> WORK REQUIRED: Find the word "labels" in the listing below. Copy every line that has it.
╔══
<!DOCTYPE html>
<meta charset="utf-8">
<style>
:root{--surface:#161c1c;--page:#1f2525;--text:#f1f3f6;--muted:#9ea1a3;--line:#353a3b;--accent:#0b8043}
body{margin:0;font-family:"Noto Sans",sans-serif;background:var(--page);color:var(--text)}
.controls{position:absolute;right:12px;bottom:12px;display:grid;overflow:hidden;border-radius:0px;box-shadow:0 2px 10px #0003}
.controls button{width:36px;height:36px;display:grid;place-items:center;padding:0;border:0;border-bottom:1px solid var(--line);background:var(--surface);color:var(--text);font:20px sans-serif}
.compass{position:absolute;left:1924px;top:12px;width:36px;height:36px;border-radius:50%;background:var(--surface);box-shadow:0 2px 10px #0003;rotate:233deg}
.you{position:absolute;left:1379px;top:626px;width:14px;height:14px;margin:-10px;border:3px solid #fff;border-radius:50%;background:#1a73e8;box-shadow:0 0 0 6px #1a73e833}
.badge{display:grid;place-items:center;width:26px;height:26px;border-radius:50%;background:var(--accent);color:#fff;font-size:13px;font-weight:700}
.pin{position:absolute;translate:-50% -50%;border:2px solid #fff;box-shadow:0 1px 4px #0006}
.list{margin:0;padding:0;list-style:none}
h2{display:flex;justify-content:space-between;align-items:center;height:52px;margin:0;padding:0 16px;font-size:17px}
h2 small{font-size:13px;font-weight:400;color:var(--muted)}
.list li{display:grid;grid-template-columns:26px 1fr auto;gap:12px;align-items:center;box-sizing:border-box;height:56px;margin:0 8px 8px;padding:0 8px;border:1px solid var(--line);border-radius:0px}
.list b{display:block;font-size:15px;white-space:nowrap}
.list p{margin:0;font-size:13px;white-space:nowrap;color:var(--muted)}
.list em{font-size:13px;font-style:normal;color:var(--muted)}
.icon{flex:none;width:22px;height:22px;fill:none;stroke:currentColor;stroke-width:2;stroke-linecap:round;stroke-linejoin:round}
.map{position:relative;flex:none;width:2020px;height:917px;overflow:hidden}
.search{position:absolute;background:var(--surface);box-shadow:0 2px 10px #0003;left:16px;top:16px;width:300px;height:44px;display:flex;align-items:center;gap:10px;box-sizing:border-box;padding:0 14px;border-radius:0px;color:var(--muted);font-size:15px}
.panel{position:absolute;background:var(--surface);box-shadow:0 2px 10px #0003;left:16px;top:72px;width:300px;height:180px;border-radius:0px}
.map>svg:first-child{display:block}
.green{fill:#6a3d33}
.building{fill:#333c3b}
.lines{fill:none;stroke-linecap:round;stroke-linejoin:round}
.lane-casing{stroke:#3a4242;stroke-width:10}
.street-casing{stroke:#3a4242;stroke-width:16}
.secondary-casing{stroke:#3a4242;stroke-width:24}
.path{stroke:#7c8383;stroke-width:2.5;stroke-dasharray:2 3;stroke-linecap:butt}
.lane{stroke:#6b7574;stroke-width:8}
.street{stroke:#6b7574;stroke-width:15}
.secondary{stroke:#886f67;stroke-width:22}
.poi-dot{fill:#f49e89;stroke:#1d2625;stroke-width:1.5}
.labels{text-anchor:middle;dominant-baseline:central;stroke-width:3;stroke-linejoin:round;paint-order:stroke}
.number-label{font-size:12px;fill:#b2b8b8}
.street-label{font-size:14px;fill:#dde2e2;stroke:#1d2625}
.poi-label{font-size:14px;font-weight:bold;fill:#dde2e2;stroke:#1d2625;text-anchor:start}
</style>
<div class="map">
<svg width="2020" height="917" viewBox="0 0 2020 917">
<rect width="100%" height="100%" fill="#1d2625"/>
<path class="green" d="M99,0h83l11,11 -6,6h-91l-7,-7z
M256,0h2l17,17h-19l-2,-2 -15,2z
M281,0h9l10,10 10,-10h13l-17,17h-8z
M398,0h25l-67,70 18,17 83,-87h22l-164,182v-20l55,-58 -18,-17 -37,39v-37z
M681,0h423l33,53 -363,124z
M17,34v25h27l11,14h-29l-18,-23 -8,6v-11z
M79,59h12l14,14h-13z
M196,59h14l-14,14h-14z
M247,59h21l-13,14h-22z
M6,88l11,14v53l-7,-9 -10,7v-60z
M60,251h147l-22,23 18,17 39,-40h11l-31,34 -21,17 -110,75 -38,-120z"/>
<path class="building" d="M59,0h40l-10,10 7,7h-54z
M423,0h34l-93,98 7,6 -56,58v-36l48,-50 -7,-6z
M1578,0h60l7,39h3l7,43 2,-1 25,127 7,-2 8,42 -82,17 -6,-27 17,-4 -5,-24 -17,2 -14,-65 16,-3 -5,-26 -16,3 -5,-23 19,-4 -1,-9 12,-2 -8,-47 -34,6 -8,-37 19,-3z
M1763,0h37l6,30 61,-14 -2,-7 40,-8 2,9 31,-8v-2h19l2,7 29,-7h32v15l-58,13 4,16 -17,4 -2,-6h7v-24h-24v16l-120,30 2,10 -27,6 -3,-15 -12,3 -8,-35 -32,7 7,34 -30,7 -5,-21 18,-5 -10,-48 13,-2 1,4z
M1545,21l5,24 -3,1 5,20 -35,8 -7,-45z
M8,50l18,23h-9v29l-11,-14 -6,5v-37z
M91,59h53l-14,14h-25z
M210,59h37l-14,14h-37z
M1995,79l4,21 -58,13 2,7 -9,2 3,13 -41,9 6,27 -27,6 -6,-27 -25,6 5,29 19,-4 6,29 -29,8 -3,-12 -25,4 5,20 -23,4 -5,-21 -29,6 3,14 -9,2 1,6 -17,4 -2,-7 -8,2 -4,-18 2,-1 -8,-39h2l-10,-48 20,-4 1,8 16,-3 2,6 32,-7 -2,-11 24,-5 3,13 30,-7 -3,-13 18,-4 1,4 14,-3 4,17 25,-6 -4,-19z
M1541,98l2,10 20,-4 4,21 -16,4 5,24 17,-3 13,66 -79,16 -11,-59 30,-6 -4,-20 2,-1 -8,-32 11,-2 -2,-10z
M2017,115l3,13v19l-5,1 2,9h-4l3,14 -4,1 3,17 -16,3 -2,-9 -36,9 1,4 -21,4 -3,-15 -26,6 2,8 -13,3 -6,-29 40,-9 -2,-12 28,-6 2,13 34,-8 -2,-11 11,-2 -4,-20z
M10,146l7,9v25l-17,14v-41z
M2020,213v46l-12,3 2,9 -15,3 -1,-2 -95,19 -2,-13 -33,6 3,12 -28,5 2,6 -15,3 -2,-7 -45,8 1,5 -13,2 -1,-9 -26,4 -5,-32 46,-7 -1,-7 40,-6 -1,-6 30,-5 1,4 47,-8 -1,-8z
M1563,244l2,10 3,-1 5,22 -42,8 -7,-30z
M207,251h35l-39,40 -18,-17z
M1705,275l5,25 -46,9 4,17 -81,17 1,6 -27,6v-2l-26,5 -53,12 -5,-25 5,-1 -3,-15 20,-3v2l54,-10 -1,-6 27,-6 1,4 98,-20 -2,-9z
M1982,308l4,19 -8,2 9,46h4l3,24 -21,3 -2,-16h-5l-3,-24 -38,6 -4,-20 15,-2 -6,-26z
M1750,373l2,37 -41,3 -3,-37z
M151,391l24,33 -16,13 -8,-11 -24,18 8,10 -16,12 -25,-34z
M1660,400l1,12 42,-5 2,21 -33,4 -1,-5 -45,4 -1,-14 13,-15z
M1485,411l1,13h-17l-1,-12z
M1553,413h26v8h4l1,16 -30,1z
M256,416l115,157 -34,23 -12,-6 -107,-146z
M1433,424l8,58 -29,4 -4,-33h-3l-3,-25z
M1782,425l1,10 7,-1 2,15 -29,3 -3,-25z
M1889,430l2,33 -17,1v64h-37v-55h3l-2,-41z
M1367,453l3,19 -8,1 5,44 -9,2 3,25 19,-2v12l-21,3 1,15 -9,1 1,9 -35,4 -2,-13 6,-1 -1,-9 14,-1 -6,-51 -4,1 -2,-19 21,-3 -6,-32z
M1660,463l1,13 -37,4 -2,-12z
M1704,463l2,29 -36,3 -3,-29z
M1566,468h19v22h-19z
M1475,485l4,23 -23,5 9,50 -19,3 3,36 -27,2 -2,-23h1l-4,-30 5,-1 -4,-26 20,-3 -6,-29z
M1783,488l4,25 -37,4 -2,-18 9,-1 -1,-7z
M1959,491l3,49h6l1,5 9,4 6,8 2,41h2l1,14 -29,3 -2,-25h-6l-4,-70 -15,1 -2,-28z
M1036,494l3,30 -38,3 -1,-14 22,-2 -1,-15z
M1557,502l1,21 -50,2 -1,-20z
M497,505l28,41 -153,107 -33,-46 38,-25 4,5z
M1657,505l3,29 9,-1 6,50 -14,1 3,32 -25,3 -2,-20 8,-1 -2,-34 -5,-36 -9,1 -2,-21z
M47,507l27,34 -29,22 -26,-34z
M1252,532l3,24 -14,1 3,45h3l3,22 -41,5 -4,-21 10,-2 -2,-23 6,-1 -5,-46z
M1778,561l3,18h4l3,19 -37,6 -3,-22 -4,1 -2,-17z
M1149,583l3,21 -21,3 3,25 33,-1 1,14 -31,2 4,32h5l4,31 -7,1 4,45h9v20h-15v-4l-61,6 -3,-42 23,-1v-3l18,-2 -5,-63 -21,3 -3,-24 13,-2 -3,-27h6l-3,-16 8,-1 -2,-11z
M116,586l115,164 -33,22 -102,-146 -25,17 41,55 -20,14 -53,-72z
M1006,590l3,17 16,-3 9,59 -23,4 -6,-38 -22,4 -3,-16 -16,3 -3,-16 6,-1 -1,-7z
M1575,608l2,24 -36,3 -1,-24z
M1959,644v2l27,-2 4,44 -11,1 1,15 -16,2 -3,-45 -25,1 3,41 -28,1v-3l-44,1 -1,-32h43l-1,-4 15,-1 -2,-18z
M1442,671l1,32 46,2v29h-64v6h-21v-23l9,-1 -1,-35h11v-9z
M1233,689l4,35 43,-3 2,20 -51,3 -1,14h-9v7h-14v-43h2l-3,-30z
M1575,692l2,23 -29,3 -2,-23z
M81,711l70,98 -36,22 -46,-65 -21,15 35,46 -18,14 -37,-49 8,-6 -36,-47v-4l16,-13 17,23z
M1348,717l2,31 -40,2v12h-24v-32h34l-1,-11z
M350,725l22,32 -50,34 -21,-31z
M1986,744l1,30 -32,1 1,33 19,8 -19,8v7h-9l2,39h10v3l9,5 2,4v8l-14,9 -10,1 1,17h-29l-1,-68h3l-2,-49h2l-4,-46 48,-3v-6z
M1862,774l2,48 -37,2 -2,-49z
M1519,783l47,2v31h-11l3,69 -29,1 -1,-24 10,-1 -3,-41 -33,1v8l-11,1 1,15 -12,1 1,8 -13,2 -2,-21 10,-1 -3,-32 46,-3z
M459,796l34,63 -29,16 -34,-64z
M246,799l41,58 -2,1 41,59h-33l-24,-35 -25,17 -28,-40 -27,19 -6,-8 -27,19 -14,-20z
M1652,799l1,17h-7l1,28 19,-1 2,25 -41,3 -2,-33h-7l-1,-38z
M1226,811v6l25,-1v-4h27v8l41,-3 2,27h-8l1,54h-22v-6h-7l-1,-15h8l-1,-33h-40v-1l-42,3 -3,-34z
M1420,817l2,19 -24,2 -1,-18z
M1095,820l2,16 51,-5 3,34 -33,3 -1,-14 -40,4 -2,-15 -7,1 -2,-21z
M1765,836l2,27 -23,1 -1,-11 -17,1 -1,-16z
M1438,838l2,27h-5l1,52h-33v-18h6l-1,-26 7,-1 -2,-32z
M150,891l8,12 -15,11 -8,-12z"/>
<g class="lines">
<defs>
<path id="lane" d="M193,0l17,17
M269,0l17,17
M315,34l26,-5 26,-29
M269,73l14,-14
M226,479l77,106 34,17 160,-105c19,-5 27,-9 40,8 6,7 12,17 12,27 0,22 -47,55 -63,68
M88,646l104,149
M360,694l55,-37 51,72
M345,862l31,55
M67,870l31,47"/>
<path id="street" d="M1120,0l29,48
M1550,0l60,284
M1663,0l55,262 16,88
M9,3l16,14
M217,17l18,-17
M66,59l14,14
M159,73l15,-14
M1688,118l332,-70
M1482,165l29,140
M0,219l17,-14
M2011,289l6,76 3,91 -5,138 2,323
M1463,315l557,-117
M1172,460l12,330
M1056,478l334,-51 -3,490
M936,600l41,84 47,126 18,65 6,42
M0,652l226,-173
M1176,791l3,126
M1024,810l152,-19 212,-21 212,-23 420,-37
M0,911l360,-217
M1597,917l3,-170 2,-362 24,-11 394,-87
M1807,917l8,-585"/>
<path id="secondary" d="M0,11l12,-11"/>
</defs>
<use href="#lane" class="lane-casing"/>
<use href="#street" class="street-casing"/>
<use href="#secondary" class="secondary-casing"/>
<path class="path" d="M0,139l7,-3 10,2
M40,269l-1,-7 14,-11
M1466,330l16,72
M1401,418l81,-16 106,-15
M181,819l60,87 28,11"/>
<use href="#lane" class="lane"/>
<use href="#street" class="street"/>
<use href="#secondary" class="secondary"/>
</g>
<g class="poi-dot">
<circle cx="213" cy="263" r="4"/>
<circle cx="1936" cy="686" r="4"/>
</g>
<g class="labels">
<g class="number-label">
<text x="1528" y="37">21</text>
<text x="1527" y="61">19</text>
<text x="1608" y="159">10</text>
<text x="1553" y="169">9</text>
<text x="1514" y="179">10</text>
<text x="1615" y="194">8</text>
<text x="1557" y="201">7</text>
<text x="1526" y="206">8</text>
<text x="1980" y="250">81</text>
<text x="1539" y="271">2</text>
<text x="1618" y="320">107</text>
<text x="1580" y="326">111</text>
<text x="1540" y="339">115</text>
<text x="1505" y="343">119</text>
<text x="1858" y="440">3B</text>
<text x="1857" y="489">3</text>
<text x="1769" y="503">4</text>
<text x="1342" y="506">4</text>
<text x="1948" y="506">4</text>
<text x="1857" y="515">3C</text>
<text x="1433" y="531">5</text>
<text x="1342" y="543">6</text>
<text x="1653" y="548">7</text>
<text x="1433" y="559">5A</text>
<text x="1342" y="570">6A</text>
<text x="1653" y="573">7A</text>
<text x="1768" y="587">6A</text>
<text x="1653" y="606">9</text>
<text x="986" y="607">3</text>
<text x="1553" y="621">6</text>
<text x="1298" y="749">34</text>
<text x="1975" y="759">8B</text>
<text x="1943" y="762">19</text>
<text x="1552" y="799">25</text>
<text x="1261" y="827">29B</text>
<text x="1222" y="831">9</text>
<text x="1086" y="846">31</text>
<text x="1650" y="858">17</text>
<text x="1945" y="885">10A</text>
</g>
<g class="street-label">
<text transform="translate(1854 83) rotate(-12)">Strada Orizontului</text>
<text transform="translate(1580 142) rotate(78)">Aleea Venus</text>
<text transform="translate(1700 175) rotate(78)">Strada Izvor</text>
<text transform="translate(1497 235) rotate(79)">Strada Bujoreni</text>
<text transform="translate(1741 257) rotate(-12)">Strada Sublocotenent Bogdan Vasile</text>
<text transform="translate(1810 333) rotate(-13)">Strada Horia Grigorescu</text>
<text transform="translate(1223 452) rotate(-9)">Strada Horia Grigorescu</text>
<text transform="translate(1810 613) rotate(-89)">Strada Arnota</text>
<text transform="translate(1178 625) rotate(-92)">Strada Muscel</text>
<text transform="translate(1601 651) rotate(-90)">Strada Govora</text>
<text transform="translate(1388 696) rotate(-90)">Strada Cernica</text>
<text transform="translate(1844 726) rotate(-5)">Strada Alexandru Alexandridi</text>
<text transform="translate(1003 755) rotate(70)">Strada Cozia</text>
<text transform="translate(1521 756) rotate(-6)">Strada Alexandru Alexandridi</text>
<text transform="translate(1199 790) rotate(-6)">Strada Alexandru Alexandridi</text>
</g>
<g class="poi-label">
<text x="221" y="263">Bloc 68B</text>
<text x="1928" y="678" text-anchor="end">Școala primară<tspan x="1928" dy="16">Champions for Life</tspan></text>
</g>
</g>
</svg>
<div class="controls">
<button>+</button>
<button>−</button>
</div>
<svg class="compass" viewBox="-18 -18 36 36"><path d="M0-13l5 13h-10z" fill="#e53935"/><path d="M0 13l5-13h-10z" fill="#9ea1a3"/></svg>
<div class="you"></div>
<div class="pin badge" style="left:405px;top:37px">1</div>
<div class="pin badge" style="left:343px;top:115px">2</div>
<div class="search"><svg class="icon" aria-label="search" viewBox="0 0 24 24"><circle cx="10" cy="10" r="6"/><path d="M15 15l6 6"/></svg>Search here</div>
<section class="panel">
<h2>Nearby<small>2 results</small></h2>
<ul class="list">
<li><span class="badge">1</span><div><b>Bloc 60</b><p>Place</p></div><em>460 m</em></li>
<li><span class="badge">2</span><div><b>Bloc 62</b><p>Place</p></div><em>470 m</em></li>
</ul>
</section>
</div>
╚══
> OUTPUT OF THE TASK:
.labels{text-anchor:middle;dominant-baseline:central;stroke-width:3;stroke-linejoin:round;paint-order:stroke}
<g class="labels">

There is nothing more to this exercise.